Gerardo Alquicira

Y entre los tubos de plástico que entran en tu cuerpo
y salen de tu cuerpo
introduzco este silencio. El más mío. El más perfecto.
C. R. G.
12 de noviembre de 1980
S.:
Esta mañana recibí tu tarjeta. La escribiste un día después de mi cumpleaños. Sí, fue lo primero que noté, pero no tengo ganas de reclamarte nada: el clima en esta época del año es el mejor para escribir y por eso ando de buen humor. Todo mundo muere de frío y en las calles no se oyen ni los perros. La única desventaja es que se me entumen las manos. Pero una semana no es nada. Tal vez en un año puedas visitarme a tiempo y traerme una máquina de escribir. Solo consígueme unos buenos guantes.

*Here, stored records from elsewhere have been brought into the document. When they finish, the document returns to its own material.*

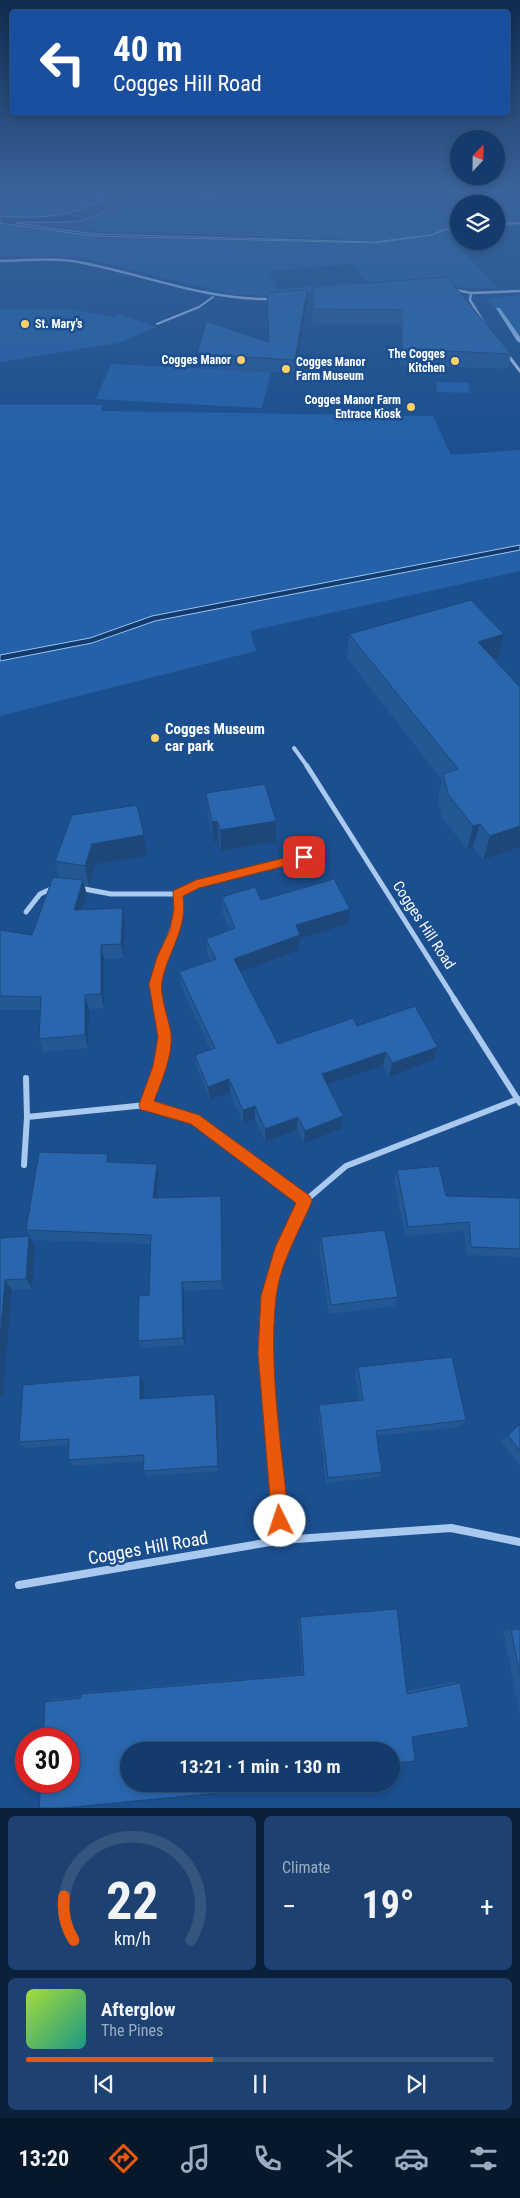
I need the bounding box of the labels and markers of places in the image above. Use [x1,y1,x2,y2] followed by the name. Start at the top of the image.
[35,317,83,331] place label: St. Mary's
[19,318,31,330] marker: St. Mary's
[388,347,446,375] place label: The Cogges Kitchen
[162,353,231,367] place label: Cogges Manor
[235,354,247,366] marker: Cogges Manor
[296,355,365,383] place label: Cogges Manor Farm Museum
[449,355,461,367] marker: The Cogges Kitchen
[280,363,292,375] marker: Cogges Manor Farm Museum
[305,393,401,421] place label: Cogges Manor Farm Entrace Kiosk
[405,401,417,413] marker: Cogges Manor Farm Entrace Kiosk
[165,720,265,755] place label: Cogges Museum car park
[149,732,161,744] marker: Cogges Museum car park
[283,836,325,878] pin

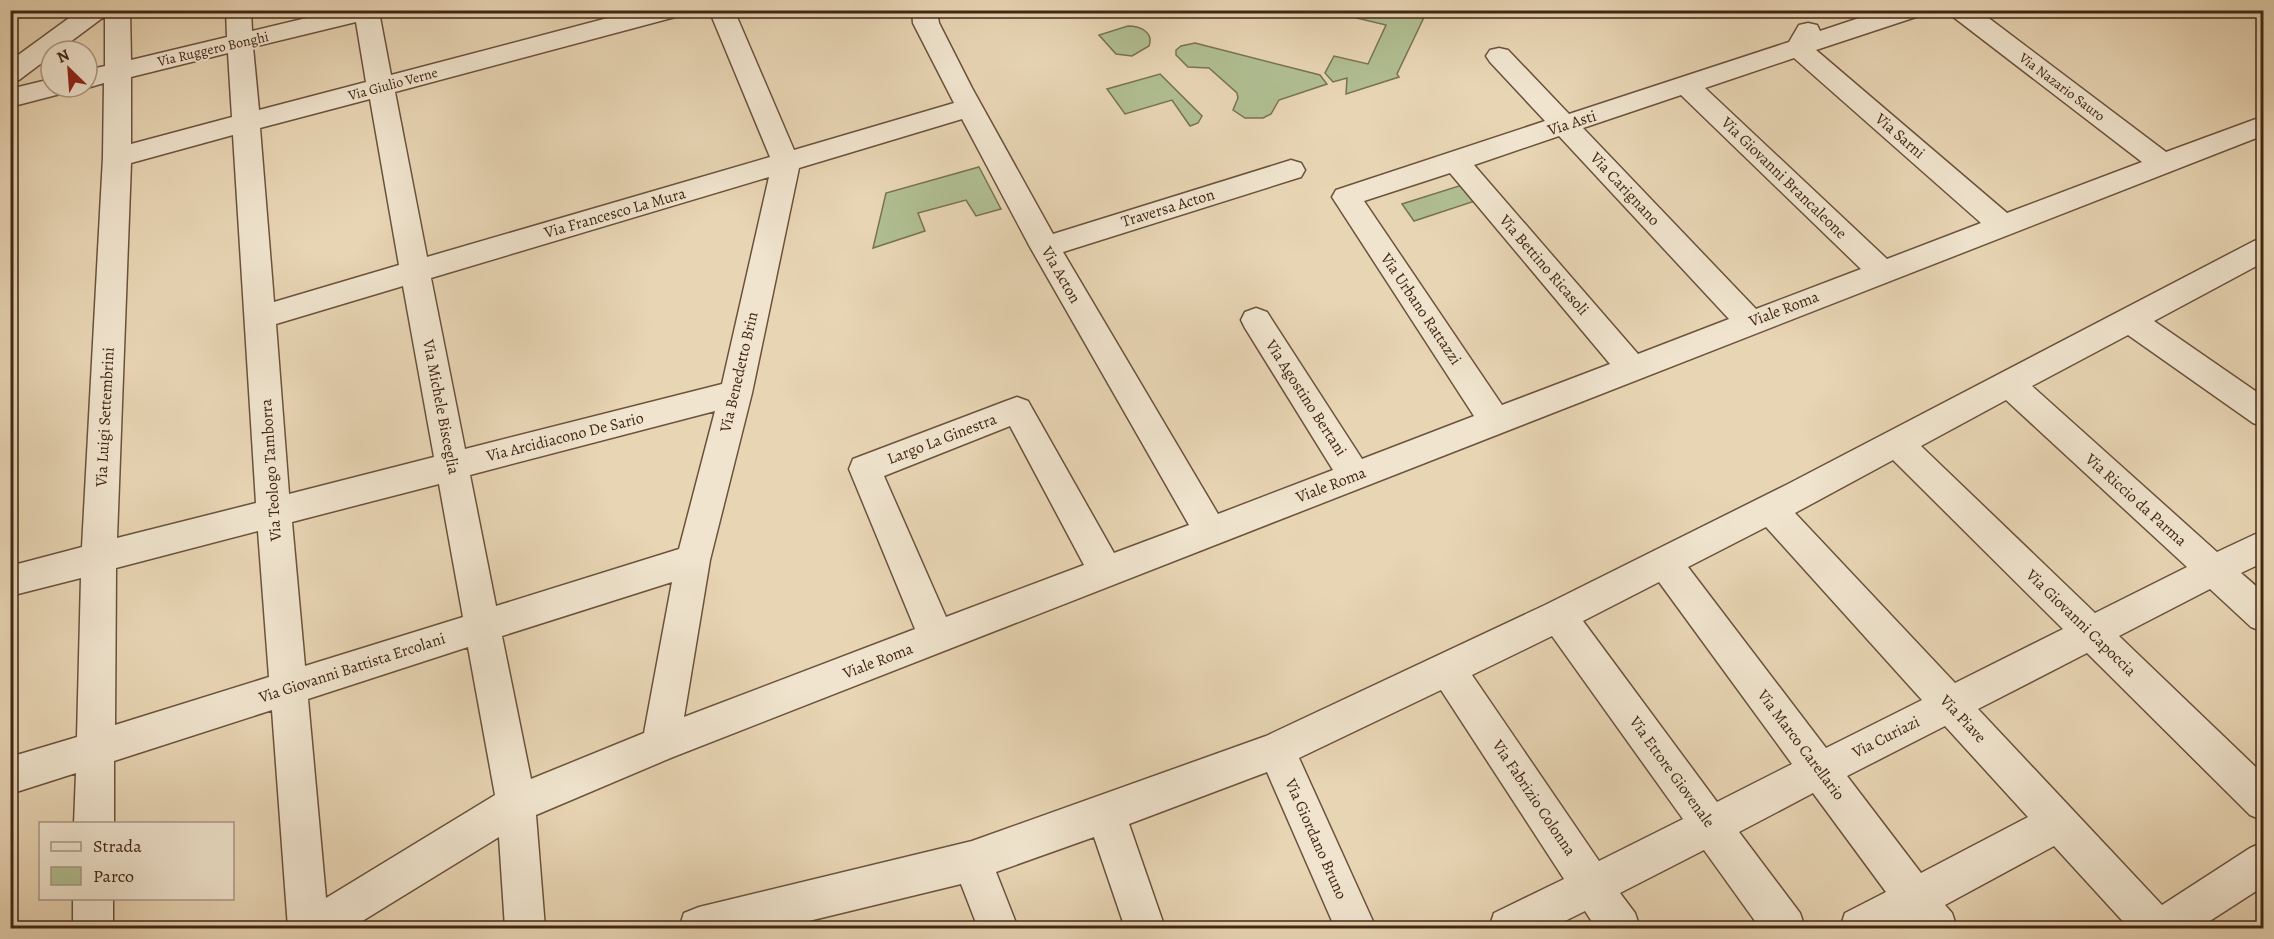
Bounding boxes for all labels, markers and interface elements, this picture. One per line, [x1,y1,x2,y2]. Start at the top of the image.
street label: Via Ruggero Bonghi [155,27,270,71]
north arrow [39,39,99,99]
text: N [53,44,73,69]
street label: Via Nazario Sauro [2014,48,2109,126]
street label: Via Giulio Verne [345,63,440,105]
street label: Via Asti [1544,105,1599,141]
street label: Via Sarni [1870,108,1930,164]
street label: Via Giovanni Brancaleone [1716,111,1852,244]
street label: Via Carignano [1584,147,1665,231]
street label: Via Francesco La Mura [541,182,689,244]
street label: Traversa Acton [1119,183,1218,233]
street label: Via Bettino Ricasoli [1493,209,1594,320]
street label: Via Acton [1035,242,1086,308]
street label: Via Urbano Rattazzi [1375,248,1467,369]
street label: Viale Roma [1745,285,1823,333]
street label: Via Benedetto Brin [714,309,764,435]
street label: Via Agostino Bertani [1260,335,1352,460]
street label: Via Michele Bisceglia [417,337,465,477]
street label: Via Luigi Settembrini [90,347,120,488]
street label: Via Teologo Tamborra [255,398,287,543]
street label: Via Arcidiacono De Sario [483,407,646,467]
street label: Largo La Ginestra [884,408,1000,470]
street label: Via Riccio da Parma [2080,448,2192,552]
street label: Viale Roma [1292,461,1370,509]
street label: Via Giovanni Capoccia [2020,564,2141,682]
street label: Via Giovanni Battista Ercolani [255,627,448,709]
street label: Viale Roma [839,637,917,685]
street label: Via Marco Carellario [1752,684,1850,805]
street label: Via Piave [1934,689,1991,748]
street label: Via Ettore Giovenale [1624,711,1720,832]
street label: Via Curiazi [1848,711,1923,764]
street label: Via Fabrizio Colonna [1486,735,1581,861]
street label: Via Giordano Bruno [1279,774,1352,903]
legend [39,822,234,900]
text: Strada [93,834,142,858]
text: Parco [93,864,134,888]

¿Sabes? Creo que por fin tengo la edad suficiente para admitir, por dignidad o por fatiga, que se me acabó la capacidad de soñar. Hace una década que murió León y esta es la primera vez que reúno el coraje suficiente para llorarle. Y le lloré sola,ya que lo preguntas. En la sala, junto a la jaula del papagayo, pero sola. Ese día compré pan,tomé una ducha, vi la televisión hasta medianoche y lo recordé, de repente. Y lloré y no dejé de pensar en él hasta que amaneció. Ahora preparo café mientras te escribo esta carta y prendo la radio para escuchar la voz de ese viejo locutor que cuenta historias de la guerra, como todos los días. Y sigo esperando. Pero sola. La verdad es que no sé qué espero desde aquella tarde. A estas alturas no recuerdo dónde quedó nuestro tablero. Una vaga memoria trata de insinuarme que estaba a punto de coronar el peón de la columna f y que sacrifiqué mi alfil de negras para que tu torre no llegara a h3. Tú jugabas sin la reina, lo recuerdo bien. Pero no puede ser eso, porque seguramente te hubiera dado mate en dos. Tampoco son los paseos a la orilla del río ni tu piano ni la melancolía versátil que nos abrigó durante cuatro años. Y mucho menos son los bocadillos de tu madre o el olor de las rosas que crecían en su patio. No fueron las clases de latín en la facultad y ni siquiera eres tú ni somos nosotras. Tal vez se trata de ese libro que nunca terminaste de leer y que paseaste por todo el barrio como una sombrilla, antes de lanzármelo y romperme la boca cuando por fin te conté el secreto; o a lo mejor es la espera caduca de que me pidas perdón por haberme hecho llorar de coraje cuando esquivaste el zapato que te arrojé de vuelta y que cayó para siempre en ese río amnésico.
Parece que es eso. Ibas a quemar tus libros y a regresar a México con tus padres, ¿no? Ibas a olvidarlo todo. Querías quemarte en ellos, eso también lo recuerdo. Pero yo no te creía capaz de dar ese salto: todavía me amabas. Jamás admitiste que ese no era el mejor momento para dejar de reverenciar esas ruinas y esos sueños. Me amabas, y si me lo hubieras preguntado entonces, te hubiera asegurado que no era el momento de rendirse. Le tenías miedo al fuego; siempre has necesitado la oscuridad, oscuridad que me sabía a una indeterminación agridulce, que en ti era una virtud, pero que en mí hubiera sido una odiosa apatía de una vida simulada. Sabes bien que en esos días yo necesitaba sentirme más viva y que no podía seguir postergando esa salida, aunque todavía te necesitaba: a ti, a tu libro, a tu piano y a mi pasado… Me pregunto qué te recordó esta vez que era mi cumpleaños. ¿Fue esa fotografía en el jardín de tu madre? ¿O fue el frío? También era noviembre cuando sucedió lo del zapato: llegué a casa con el calcetín empapado y me resfrié.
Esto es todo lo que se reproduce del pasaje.